Les observations de notre voisin rocheux le plus proche n’étaient pas exactement simples à faire, a expliqué Matthew Montanaro de l’équipe scientifique du TIRS. Les satellites Landsat sont conçus pour observer la Terre, ce qui signifie que tout, de leur mouvement orbital autour de la planète à l’étalonnage de leurs capteurs, est orienté vers l’acquisition d’images de la Terre. Mais une fois par mois, l’équipe des opérations de vol (gérée par l’US Geological Survey) ordonne aux satellites de se tourner vers la surface stable et immuable de la Lune à des fins d’étalonnage.

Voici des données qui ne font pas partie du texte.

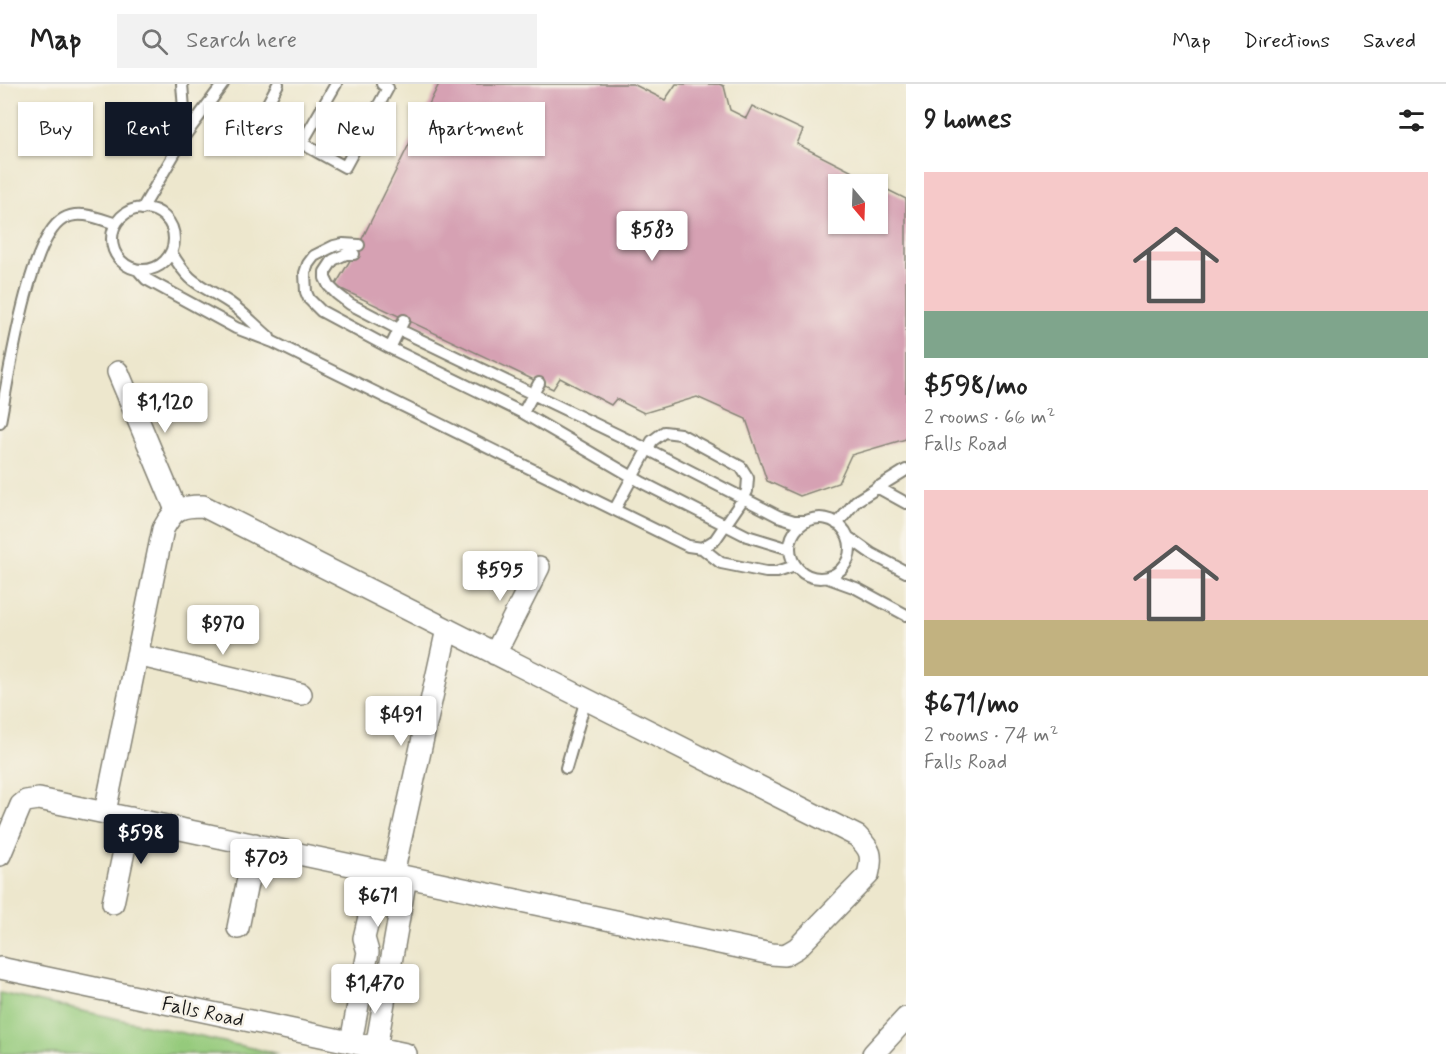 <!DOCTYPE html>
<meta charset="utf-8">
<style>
body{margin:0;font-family:Mynerve,sans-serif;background:#f2f2f2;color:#222;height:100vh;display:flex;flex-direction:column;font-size:22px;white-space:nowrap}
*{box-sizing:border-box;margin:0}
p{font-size:20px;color:#767676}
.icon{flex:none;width:33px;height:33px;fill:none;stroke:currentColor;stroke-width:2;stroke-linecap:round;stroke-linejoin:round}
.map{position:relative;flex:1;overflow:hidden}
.drawer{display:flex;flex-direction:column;background:#fff;width:540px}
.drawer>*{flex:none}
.guide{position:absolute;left:18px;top:18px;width:570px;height:54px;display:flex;gap:12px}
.needle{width:39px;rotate:161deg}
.tools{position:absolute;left:828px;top:90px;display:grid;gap:12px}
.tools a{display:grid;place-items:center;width:60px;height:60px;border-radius:0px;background:#fff;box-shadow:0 2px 4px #0004;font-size:30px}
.price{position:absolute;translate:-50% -51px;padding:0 14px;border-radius:6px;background:#fff;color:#222;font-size:20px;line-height:39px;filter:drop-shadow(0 2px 3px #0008)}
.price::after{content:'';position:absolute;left:50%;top:36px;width:18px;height:14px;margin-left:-9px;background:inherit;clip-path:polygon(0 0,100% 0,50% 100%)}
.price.active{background:#111827;color:#fff}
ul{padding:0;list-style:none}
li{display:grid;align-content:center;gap:12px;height:318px;padding:0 18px}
li span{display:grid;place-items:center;height:186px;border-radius:0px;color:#555}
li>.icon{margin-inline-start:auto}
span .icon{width:108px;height:108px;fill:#fffc;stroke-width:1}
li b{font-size:26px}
h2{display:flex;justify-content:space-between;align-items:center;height:72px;padding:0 18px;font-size:26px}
.pill{padding:0 21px;border-radius:0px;background:#fff;box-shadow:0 2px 4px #0004;font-size:21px;line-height:54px}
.pill.active{background:#111827;color:#fff}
header{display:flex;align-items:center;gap:36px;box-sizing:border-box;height:84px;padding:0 30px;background:#fff;border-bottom:2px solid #e0e0e0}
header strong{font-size:28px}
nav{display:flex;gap:33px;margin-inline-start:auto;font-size:21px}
.search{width:420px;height:54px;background:#f2f2f2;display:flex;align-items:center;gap:15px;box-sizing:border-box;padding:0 21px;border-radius:0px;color:#767676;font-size:22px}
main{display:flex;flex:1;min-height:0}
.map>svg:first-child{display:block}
.green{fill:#95ca7b;stroke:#58734c;stroke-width:1.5}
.building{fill:#d6a1b3}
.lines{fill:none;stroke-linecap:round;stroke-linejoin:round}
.lane-casing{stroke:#848274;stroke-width:14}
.street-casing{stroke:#848274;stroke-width:24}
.lane{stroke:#fff;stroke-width:10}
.street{stroke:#fff;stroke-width:21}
.labels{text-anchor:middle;stroke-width:5;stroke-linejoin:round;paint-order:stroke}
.street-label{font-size:20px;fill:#1c1c1c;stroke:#f7f3e8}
</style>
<header>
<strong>Map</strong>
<div class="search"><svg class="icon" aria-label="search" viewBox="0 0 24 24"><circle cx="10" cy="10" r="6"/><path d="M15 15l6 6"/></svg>Search here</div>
<nav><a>Map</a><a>Directions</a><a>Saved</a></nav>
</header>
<main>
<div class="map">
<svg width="906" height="970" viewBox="0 0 906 970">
<rect width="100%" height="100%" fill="#f7f3e8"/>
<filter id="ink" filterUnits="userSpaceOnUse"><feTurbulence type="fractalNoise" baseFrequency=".0167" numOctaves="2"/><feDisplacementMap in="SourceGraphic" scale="12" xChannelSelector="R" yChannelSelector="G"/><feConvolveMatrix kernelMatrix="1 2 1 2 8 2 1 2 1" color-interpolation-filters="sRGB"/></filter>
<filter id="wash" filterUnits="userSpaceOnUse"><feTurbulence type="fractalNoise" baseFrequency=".008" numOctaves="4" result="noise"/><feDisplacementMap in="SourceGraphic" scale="24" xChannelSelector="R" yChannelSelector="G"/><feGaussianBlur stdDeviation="1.35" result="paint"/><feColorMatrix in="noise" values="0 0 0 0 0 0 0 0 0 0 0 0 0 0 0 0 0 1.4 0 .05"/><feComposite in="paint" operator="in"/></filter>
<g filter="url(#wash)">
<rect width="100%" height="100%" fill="#ede7cd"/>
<path class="green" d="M0,909L279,970H0Z"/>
<g id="blocks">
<path class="building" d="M439,0H633L665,16L676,0H719L724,2L730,26L746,34L752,22L803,46L797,60L876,100H838V140H878V101L906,115V355L851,371L838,399L800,412L767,397L746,335L697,313L644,329L616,315L611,321L560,294L553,305L335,202L359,161Z"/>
</g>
</g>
<g filter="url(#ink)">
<use href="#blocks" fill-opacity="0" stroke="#848274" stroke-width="1.5"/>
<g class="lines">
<g class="lane-casing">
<path id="lane" d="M182,0L186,50
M278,0L259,36L345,83L388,4L382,0
M302,59L336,0
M112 155a31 31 0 1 1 62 0a31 31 0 1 1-62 0Z
M142,125L186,50L223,0
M359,161L343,160L334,162L314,172L308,180L305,189L306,208L309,215L321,227L390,264L523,329L643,399L747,452L790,465
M171,168C191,202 199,199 230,219C244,229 256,242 269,253
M354,170H346L333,176L325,188V194L329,202L337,210L350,220L400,246L647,365L778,432L794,437H806
M138,186L146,195L236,244L273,258L688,462L702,464L715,456L743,415L747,407L748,394L741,383L680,350L664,348L652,357L615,425
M390,264L404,236
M523,329L539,299
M0,338C8,297 28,155 63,135C80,125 100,135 116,140
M877,403L906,419
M790 464a30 30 0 1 1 60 0a30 30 0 1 1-60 0Z
M837,440L856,417L906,386
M848,453L872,470L906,488
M702,464L721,479L766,488H777L795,482
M828,494L856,504L906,531
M566,684L586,615"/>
</g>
<g class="street-casing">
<path id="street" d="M118,288L176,426
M495,570L539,483
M137,571L301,610
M0,771L21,721L26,717L39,715L771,870L785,871L797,864L868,791C873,771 871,766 857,752L203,422C179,422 174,425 163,445L105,728
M393,790L447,545
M113,819L131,734
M238,844L255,760
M0,884L406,970
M351,958L368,868L364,854L380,787
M376,964L406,793
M873,970L906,934"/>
</g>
<use href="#lane" class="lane"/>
<use href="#street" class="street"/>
</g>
</g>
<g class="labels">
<g class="street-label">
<text transform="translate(203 927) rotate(12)" y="7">Falls Road</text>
</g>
</g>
</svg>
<div class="tools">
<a><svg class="needle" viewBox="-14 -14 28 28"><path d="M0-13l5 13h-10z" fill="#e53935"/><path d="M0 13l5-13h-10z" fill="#767676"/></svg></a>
</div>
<b class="price" style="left:652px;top:178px">$583</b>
<b class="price" style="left:165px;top:350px">$1,120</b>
<b class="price" style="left:500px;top:518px">$595</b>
<b class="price" style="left:223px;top:572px">$970</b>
<b class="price" style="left:401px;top:663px">$491</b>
<b class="price active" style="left:141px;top:781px">$598</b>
<b class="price" style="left:266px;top:806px">$703</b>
<b class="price" style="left:378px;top:844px">$671</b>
<b class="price" style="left:375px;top:931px">$1,470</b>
<div class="guide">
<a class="pill">Buy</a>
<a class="pill active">Rent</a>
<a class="pill">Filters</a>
<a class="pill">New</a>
<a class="pill">Apartment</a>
</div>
</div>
<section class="drawer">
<h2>9 homes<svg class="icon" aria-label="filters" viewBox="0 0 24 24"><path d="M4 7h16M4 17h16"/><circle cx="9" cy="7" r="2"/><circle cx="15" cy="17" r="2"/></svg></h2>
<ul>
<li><span style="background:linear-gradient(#f6c9c9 75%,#7fa58c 0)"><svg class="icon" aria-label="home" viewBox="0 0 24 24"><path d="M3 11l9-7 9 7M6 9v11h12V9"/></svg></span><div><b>$598/mo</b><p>2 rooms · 66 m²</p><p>Falls Road</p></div></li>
<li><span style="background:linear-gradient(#f6c9c9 70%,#c2b280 0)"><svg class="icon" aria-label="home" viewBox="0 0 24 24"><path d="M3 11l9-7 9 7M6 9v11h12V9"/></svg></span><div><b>$671/mo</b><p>2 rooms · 74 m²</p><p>Falls Road</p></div></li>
</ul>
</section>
</main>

Le 16 mai, les opérateurs de la mission ont soumis Landsat 8 et 9 à une procédure similaire, en la modifiant pour obtenir une vue de l’éclipse comme demandé par l’équipe scientifique TIRS. La demande spéciale impliquait un travail supplémentaire de la part des équipes de planification de mission, de dynamique de vol et d’opérations de vol de l’USGS et de la NASA, qui ont déterminé les séquences de commande pour les satellites, pratiqué des manœuvres sur un simulateur et vérifié pour s’assurer que les données clés de la Terre ne seraient pas sacrifiées. .

“Landsat a un groupe de personnes vraiment formidables dans les coulisses pour que les observatoires fonctionnent correctement”, a déclaré Montanaro, “même lorsque nous essayons de leur lancer une demande spéciale comme celle-ci.”

Images de l’Observatoire de la Terre de la NASA par Josué Stevensen utilisant les données Landsat du Service géologique des États-Unis et Matthew Montanaro/GSFC/RIT. Images visibles (photographies Nikon DSLR) par Matthew Montanaro/GSFC/RIT. Histoire par Catherine Hansen.